*Work item*
When a line below holds the string "canvas", show that line.

[Stored data entries]
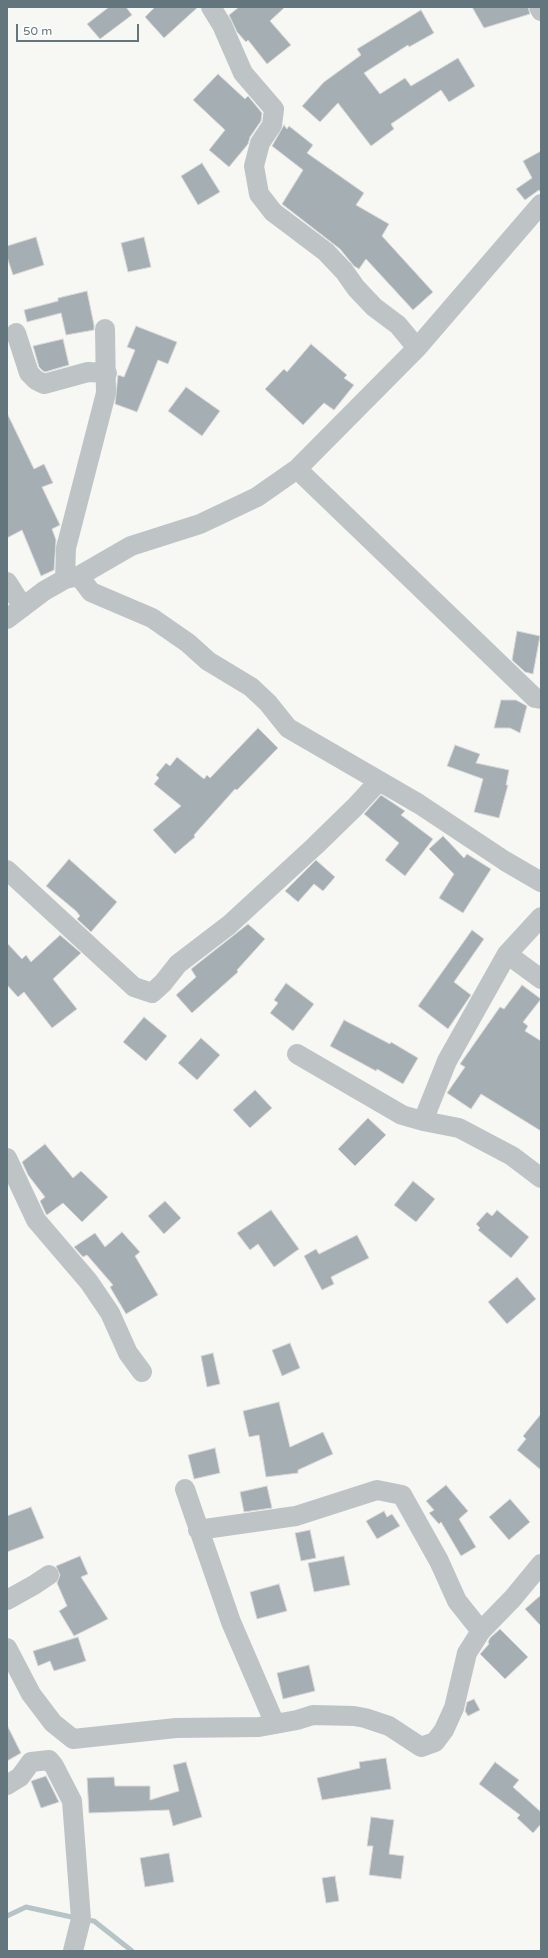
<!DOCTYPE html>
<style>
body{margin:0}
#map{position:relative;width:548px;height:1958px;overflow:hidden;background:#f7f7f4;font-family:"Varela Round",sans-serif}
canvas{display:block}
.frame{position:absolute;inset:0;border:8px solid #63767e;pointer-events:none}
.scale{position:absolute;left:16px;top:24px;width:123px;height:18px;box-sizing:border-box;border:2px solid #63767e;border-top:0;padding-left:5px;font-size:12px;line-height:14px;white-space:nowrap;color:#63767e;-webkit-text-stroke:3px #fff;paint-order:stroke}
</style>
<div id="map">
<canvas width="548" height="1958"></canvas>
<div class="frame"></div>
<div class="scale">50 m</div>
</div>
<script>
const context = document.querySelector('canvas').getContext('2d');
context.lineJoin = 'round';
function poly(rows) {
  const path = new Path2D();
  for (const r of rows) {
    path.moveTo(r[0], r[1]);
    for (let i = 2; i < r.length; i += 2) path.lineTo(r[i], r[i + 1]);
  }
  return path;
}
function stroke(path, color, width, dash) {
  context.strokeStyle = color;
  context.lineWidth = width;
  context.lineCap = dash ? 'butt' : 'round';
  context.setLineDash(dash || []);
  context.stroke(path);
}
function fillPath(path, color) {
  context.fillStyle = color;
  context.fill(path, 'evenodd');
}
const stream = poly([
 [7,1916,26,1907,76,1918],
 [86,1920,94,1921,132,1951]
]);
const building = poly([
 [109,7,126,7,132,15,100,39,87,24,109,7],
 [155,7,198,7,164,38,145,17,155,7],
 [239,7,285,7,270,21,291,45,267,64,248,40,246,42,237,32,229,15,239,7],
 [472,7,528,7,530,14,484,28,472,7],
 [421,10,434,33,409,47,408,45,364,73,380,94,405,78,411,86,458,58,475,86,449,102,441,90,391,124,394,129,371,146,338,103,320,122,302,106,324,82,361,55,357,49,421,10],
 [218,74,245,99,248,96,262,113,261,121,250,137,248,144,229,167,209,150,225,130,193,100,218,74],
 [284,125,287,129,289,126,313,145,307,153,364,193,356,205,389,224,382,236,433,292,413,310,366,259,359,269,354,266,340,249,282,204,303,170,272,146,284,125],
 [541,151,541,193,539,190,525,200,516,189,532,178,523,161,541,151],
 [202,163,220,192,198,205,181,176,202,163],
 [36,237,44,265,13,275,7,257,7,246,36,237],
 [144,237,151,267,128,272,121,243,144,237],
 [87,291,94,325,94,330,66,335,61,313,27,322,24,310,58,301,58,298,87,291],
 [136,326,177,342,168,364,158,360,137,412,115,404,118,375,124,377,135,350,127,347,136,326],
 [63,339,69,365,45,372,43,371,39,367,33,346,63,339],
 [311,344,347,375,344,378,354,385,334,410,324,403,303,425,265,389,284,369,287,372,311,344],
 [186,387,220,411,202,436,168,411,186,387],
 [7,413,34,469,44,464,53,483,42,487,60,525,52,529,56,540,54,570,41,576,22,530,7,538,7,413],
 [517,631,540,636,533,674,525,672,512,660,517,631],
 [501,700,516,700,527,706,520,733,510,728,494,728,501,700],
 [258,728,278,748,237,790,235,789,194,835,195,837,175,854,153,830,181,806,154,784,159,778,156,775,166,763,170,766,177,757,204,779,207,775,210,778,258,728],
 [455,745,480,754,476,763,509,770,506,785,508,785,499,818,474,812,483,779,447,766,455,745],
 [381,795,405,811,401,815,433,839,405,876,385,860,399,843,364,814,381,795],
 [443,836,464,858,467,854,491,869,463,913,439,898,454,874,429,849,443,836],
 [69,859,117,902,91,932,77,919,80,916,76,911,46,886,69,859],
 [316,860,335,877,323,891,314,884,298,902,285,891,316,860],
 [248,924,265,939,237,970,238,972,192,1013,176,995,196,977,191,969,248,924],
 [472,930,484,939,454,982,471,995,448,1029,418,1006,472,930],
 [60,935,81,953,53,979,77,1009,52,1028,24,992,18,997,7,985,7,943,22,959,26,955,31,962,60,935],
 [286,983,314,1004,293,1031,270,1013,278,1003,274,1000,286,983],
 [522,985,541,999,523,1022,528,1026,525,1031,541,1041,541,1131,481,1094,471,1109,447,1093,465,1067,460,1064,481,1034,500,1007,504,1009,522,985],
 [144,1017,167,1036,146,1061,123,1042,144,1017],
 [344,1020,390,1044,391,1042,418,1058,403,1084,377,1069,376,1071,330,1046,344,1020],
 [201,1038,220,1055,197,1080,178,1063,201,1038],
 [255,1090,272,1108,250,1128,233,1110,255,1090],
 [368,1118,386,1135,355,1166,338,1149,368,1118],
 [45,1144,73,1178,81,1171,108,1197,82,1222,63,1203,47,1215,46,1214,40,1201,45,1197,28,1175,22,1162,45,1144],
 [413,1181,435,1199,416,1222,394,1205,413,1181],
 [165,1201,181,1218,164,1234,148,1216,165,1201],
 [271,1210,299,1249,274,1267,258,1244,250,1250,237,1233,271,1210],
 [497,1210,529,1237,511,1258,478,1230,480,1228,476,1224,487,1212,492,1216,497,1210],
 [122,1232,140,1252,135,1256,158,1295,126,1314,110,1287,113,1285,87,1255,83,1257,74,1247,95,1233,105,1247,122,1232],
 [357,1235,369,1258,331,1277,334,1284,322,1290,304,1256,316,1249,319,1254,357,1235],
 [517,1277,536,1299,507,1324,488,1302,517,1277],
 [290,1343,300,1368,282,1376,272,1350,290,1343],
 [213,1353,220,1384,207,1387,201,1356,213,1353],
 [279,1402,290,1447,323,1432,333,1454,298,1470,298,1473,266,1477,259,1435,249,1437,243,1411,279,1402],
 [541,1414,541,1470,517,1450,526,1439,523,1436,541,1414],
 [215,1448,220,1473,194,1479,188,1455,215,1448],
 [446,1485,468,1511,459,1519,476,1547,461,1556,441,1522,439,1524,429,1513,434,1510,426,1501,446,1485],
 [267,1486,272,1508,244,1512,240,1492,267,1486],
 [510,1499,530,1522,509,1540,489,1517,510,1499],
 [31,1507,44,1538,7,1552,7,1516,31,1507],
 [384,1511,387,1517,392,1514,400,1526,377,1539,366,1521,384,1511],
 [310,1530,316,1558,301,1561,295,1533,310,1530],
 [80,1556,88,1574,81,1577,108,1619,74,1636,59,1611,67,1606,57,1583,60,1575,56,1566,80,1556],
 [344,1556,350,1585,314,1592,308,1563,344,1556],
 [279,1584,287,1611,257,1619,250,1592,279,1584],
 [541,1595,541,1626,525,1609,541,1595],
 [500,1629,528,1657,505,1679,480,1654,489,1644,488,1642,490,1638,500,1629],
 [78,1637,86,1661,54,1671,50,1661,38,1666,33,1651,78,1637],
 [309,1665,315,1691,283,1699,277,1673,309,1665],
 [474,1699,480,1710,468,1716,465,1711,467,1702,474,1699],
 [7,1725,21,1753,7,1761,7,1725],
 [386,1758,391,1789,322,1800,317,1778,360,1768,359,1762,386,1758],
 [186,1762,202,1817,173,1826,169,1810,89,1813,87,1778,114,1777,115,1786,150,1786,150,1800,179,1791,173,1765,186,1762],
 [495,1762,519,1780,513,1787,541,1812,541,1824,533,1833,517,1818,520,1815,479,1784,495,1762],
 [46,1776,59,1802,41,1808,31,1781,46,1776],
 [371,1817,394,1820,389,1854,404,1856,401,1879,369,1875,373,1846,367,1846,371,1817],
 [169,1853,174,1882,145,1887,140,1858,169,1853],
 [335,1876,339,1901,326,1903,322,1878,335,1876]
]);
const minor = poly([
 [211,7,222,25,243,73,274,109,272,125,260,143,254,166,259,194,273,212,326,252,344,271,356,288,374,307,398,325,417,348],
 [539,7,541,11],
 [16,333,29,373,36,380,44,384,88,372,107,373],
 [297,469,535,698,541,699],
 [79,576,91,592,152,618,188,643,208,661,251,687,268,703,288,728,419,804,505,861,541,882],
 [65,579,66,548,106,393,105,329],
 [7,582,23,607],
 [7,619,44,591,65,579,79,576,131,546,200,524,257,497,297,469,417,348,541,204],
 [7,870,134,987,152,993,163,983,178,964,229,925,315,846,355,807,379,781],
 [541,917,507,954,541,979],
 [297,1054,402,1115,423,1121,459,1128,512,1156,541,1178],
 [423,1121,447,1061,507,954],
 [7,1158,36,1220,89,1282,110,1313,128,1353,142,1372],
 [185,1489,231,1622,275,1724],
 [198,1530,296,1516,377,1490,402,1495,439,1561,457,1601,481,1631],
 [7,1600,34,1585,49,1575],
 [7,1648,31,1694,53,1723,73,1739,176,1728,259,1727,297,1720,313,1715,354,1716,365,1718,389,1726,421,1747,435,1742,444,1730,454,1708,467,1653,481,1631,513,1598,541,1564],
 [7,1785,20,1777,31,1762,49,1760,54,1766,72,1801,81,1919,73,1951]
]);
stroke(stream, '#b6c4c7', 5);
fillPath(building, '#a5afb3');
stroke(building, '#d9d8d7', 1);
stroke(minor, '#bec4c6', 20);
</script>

* * *

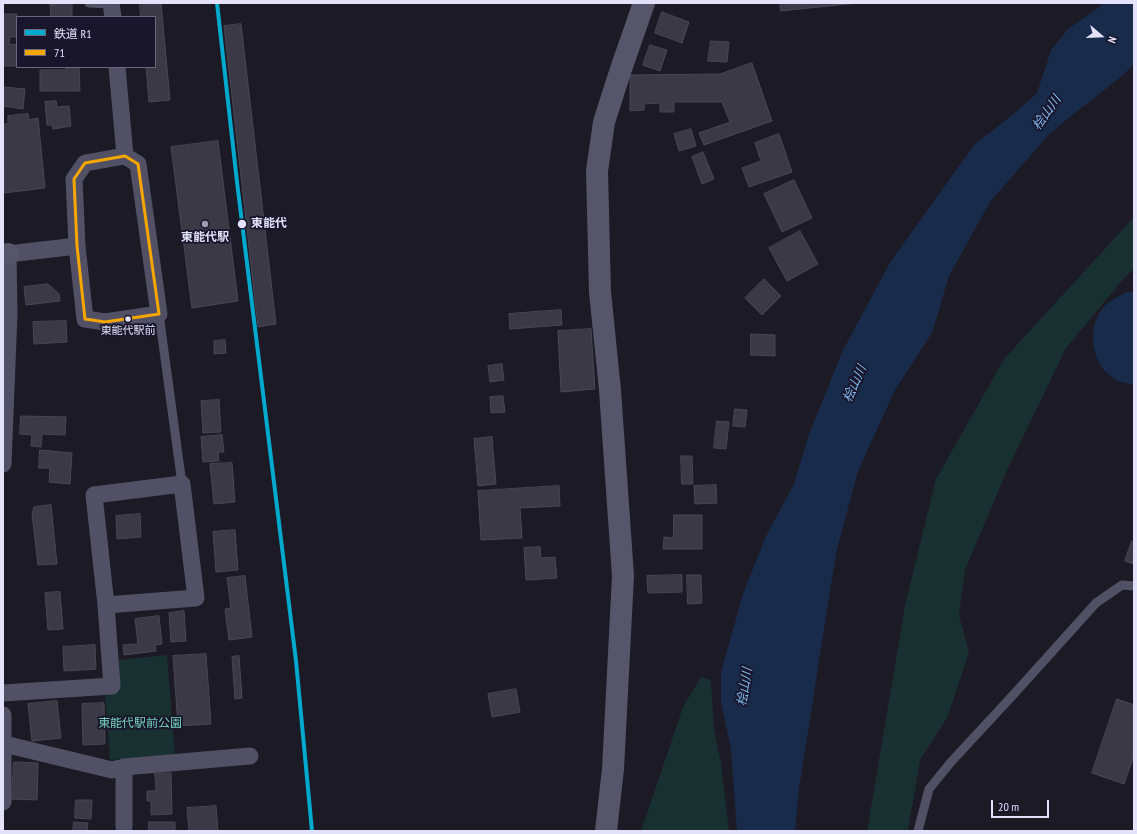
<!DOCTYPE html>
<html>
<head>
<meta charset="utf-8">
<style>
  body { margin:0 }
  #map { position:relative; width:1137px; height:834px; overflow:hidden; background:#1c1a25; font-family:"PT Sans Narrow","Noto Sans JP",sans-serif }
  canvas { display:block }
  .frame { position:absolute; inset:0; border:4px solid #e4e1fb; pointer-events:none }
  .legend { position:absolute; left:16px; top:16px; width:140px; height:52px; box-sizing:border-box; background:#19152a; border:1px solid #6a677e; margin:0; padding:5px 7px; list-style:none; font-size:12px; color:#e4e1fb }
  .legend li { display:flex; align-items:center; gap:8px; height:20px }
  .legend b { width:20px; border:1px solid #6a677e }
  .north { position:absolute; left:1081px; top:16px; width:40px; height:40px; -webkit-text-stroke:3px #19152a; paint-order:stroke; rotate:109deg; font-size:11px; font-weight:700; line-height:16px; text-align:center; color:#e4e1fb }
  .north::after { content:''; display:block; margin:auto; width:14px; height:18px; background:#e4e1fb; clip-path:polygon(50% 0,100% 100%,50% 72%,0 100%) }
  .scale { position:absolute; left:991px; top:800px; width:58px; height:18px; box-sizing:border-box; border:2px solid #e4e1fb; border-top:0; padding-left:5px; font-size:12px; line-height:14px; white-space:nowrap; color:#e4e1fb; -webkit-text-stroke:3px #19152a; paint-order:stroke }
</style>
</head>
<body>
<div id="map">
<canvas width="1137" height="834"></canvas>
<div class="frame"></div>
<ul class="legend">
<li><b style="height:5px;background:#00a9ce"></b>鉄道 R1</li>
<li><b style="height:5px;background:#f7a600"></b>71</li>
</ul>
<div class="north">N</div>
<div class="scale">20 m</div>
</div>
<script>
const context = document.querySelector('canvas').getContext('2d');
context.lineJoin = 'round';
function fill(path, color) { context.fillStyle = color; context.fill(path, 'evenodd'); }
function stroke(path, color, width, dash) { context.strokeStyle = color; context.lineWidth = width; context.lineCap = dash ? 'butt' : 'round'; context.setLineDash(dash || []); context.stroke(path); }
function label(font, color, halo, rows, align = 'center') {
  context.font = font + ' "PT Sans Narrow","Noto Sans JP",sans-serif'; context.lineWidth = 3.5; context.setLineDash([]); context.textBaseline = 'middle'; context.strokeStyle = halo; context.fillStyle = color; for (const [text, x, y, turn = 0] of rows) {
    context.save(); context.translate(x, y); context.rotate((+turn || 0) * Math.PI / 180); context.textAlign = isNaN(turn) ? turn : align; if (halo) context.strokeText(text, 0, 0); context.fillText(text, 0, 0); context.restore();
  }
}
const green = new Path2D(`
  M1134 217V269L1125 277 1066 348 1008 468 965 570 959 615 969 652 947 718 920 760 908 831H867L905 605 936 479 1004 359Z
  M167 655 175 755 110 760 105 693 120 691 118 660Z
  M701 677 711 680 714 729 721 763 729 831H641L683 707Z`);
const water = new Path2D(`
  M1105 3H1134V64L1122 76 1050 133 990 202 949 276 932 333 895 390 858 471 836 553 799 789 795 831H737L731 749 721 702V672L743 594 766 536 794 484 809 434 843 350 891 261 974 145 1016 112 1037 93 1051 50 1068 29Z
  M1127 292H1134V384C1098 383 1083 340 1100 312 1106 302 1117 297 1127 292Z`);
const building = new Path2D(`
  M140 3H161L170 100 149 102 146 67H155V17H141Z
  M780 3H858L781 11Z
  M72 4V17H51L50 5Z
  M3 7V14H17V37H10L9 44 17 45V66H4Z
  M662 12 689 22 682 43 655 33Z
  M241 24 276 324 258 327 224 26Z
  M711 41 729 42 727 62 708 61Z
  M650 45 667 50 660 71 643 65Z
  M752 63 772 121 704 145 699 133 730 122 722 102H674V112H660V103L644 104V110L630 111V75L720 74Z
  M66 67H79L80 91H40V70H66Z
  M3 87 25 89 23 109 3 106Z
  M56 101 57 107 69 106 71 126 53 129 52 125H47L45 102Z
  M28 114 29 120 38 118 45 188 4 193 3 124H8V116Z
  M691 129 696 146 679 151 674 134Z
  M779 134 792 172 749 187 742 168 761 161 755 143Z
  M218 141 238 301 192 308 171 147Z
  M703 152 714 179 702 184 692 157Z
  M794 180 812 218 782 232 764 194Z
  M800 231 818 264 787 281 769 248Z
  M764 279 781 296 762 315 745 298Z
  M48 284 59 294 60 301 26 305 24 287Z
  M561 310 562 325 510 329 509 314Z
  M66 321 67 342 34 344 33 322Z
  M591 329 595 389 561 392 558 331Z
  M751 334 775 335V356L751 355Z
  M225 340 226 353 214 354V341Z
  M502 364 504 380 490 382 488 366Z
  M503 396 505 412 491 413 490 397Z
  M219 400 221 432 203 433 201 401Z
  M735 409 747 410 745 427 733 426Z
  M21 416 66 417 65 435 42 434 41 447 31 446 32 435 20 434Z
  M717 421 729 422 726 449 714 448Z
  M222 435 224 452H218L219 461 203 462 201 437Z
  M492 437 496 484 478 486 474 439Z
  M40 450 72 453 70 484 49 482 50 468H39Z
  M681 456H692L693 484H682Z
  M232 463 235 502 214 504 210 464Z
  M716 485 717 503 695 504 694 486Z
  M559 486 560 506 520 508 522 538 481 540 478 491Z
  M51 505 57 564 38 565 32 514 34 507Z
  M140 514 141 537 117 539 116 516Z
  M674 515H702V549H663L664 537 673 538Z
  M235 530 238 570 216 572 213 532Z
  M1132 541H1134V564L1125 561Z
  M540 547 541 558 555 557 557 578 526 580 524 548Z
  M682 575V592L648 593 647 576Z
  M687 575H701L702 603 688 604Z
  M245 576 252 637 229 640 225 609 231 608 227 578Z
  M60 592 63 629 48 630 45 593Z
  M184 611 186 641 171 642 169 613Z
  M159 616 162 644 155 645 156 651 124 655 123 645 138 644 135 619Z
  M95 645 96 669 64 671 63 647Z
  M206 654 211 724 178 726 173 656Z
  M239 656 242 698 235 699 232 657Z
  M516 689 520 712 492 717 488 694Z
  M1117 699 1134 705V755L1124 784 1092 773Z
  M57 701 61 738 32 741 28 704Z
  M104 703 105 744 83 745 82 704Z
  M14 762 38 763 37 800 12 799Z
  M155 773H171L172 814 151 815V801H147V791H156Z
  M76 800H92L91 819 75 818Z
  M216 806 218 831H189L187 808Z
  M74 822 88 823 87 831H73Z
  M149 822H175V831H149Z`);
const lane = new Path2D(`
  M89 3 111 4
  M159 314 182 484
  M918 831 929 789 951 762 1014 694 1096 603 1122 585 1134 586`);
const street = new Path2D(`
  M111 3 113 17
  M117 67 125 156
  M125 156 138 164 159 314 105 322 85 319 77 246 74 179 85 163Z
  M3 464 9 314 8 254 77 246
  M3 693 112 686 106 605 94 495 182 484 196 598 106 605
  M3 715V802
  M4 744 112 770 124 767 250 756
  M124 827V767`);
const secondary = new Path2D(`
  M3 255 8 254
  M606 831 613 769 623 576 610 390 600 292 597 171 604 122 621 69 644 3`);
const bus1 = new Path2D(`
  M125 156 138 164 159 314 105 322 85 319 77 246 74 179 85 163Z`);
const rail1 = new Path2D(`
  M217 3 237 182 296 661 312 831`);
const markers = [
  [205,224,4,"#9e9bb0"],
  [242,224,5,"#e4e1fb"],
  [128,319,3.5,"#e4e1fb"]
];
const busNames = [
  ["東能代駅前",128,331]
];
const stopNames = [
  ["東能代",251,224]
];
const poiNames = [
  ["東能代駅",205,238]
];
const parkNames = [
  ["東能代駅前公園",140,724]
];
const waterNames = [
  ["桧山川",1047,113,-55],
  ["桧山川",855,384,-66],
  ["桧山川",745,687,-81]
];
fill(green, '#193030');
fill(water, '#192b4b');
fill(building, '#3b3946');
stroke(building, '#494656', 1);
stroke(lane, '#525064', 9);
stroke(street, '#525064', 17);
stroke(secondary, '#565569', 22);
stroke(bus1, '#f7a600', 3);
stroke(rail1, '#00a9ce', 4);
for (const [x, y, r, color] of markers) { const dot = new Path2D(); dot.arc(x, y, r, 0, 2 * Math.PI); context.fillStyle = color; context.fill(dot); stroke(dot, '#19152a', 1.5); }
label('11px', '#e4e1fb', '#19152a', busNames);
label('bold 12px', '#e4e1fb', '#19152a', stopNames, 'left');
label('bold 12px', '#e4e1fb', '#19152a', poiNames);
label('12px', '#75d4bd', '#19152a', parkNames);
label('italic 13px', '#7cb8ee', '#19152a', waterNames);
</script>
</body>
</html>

*Response to the task*
canvas{display:block}
<canvas width="548" height="1958"></canvas>
const context = document.querySelector('canvas').getContext('2d');
  canvas { display:block }
<canvas width="1137" height="834"></canvas>
const context = document.querySelector('canvas').getContext('2d');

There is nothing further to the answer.